US-Börsen-Ausblick
Wall Street: Nun kommt die Bewährungsprobe

Dem September eilt unter Börsianern kein guter Ruf voraus. Wieder einmal scheint sich dieser zu bestätigen: Die erste Woche des gefürchteten Monats, in dem vor einem Jahr auch die Lehman-Pleite die Finanzkrise so richtig ins Rollen brachte, endete mit dem schlechtesten Ergebnis seit Anfang Juli. Nach der vergangenen Sommer-Rally folgt in der kommenden Woche nun die Bewährungsprobe.

HB NEW YORK. Viele Händler blicken mit Sorge auf neue Zeichen der Schwäche. Wenn sie am Dienstag nach dem verlängerten Wochenende an die Wall Street zurückkehren, sind wichtige Konjunkturdaten und Bilanzen knapp - und damit auch die Impulse für den Handel.

Am Montag bleiben die Märkte wegen des Labor Days geschlossen. „Es wäre schön, wenn die Marktteilnehmer nach dem Wochenende tatsächlich Kapital in diesen Markt bringen würden“, sagte Jim Paulsen von Wells Capital Management. „Dieser ganze Höhenflug lag bisher nur daran, dass die Leute einfach aufgehört haben zu verkaufen.“

Nach einer sechsmonatigen Rally hatten alle drei großen Indizes die vergangene Woche mit Verlusten abgeschlossen: mit einem Minus von 1,1 Prozent beim Dow Jones, von 1,2 Prozent beim S&P 500 und von 0,5 Prozent bei der Technologiebörse Nasdaq.
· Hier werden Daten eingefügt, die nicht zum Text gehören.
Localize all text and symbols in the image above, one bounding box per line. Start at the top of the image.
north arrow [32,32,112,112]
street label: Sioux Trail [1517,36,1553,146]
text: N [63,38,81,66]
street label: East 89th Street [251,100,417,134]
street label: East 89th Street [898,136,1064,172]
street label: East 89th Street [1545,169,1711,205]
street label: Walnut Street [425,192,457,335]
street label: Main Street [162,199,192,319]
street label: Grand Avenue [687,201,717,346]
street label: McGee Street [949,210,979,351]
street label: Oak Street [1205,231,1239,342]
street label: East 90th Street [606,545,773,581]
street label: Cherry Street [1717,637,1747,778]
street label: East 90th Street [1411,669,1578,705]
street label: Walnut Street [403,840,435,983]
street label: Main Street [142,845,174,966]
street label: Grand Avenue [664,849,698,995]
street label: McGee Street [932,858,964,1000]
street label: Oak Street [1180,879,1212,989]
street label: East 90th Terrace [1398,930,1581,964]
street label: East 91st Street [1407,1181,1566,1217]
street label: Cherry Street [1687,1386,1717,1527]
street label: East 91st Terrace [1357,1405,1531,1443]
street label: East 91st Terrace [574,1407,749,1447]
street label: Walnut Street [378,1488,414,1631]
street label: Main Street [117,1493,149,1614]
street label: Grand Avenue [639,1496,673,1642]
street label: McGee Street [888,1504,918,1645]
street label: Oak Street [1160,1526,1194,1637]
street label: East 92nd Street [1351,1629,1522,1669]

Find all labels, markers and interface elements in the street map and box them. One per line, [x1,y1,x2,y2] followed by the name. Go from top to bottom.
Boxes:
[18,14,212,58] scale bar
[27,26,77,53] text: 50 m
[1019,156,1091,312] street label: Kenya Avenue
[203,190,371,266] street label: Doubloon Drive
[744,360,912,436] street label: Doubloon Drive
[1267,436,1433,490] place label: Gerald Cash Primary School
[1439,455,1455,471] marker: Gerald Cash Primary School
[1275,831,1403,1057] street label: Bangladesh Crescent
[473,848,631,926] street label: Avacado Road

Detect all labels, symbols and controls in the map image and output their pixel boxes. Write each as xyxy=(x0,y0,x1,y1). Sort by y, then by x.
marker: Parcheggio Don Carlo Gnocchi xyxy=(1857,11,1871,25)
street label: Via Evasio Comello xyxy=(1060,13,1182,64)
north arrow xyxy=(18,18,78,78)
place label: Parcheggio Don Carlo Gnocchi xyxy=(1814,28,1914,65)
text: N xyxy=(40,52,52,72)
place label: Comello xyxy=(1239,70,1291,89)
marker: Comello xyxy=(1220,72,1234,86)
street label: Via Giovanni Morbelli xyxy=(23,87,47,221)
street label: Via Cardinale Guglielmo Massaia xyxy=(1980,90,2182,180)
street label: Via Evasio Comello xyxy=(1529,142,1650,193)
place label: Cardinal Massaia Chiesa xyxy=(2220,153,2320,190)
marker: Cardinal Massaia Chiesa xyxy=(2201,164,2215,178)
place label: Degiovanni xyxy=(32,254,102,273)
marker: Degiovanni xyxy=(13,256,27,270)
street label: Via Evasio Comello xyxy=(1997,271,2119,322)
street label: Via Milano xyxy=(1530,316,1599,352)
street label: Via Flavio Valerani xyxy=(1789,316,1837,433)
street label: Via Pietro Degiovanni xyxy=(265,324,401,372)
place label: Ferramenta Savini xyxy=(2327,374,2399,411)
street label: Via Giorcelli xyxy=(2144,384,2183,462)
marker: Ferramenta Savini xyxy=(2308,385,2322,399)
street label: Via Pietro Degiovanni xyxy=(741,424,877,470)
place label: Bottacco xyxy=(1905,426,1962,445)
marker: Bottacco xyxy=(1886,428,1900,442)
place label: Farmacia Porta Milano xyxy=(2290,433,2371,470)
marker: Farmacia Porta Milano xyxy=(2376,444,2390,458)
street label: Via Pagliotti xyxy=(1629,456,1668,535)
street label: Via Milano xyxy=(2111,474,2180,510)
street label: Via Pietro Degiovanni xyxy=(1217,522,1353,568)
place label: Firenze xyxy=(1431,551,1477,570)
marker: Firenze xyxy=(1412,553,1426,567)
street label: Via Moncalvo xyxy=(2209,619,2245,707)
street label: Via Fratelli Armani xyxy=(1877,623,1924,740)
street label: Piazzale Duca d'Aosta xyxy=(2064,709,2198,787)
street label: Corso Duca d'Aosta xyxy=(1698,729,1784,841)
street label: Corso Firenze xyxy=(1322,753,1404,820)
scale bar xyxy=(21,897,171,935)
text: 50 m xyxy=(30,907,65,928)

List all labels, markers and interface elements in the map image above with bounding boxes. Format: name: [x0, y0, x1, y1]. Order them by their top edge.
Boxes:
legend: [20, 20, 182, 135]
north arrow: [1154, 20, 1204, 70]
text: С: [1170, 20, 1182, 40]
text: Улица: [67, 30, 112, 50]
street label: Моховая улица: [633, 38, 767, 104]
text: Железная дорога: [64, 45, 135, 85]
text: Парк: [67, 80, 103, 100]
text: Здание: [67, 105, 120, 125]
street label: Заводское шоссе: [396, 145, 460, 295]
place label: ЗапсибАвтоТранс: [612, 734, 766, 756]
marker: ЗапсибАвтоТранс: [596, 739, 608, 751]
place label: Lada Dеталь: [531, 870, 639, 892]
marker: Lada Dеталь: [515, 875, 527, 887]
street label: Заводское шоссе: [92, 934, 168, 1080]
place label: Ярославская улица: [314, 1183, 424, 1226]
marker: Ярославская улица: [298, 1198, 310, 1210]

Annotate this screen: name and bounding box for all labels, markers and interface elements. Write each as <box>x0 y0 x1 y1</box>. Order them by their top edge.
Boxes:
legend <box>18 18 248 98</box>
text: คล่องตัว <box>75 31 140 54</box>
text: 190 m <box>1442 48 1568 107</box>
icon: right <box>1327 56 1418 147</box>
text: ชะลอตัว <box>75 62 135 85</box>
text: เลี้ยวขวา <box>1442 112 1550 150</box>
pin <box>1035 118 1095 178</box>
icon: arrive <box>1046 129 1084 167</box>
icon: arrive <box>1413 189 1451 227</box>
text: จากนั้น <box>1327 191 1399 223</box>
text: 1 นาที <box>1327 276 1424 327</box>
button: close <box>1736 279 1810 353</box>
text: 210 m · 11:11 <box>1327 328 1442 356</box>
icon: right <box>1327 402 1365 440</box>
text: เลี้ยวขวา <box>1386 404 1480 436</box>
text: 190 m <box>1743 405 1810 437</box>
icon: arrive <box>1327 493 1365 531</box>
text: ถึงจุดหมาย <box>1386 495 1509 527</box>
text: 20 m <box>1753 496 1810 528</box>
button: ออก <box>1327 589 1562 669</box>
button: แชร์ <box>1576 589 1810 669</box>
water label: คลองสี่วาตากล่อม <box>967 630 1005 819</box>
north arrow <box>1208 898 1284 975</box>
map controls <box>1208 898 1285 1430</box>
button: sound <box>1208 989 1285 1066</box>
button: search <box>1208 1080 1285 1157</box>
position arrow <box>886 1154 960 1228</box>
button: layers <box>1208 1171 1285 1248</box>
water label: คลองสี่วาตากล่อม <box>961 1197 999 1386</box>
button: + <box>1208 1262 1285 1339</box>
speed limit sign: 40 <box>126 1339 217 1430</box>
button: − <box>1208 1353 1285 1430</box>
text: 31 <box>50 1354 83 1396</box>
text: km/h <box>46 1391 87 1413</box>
Ein Lichtblick war aber, dass der Großteil der Verluste am Freitag wieder gutgemacht wurde, und alle drei Indizes den Tag im Plus beendeten: Der Dow gewann ein Prozent auf 9441 Punkte, der breiter gefasste S&P stieg um 1,3 Prozent auf 1016 Zähler, und die Nasdaq ging 1,8 Prozent höher bei 2018 Stellen aus dem Handel.

Möglicherweise nutzten Anleger den Rückgang in der vergangenen Woche, um gerade jetzt einen Fuß in den Markt zu bekommen. Doch die Furcht vor einem erneut desaströsen September spukt weiter in den Köpfen der Anleger herum. Einige Experten sagen, dies sei bereits einkalkuliert. Doch andere halten es durchaus für möglich, dass die Erinnerung noch frisch genug ist, um Verkäufe auszulösen.

Im Mittelpunkt des Interesses dürften Werte aus der Medizin- und Versicherungsbranche stehen, wenn Präsident Barack Obama am Mittwoch seiner umstrittenen Gesundheitsreform vor beiden Kammern des Kongresses neuen Schwung geben will. Doch an der Börse hofft man eher auf geringe Zustimmung zu den Plänen, fürchten die Anleger doch Nachteile für die Konzerne bei einem Erfolg Obamas. „Es könnte als positiv aufgenommen werden, wenn wir keine große Unterstützung dafür feststellen“, sagte Todd Salamone von Schaeffer's Investment Research.

Im Konjunkturkalender der Börsianer stehen in der kommenden, verkürzten Handelswoche immerhin der Bericht über Erstanträge auf Arbeitslosenhilfe, und auch das vorläufige Verbrauchervertrauen dürften von Interesse sein. Die noch immer sparsamen Amerikaner lassen die Anleger nämlich um die Kraft der ersehnten Konjunkturerholung fürchten. Auch das in der kommenden Woche erwartete Beige Book der Federal Reserve dürften die Investoren auf neue Hinweise zum Zustand der US-Wirtschaft im Blick behalten.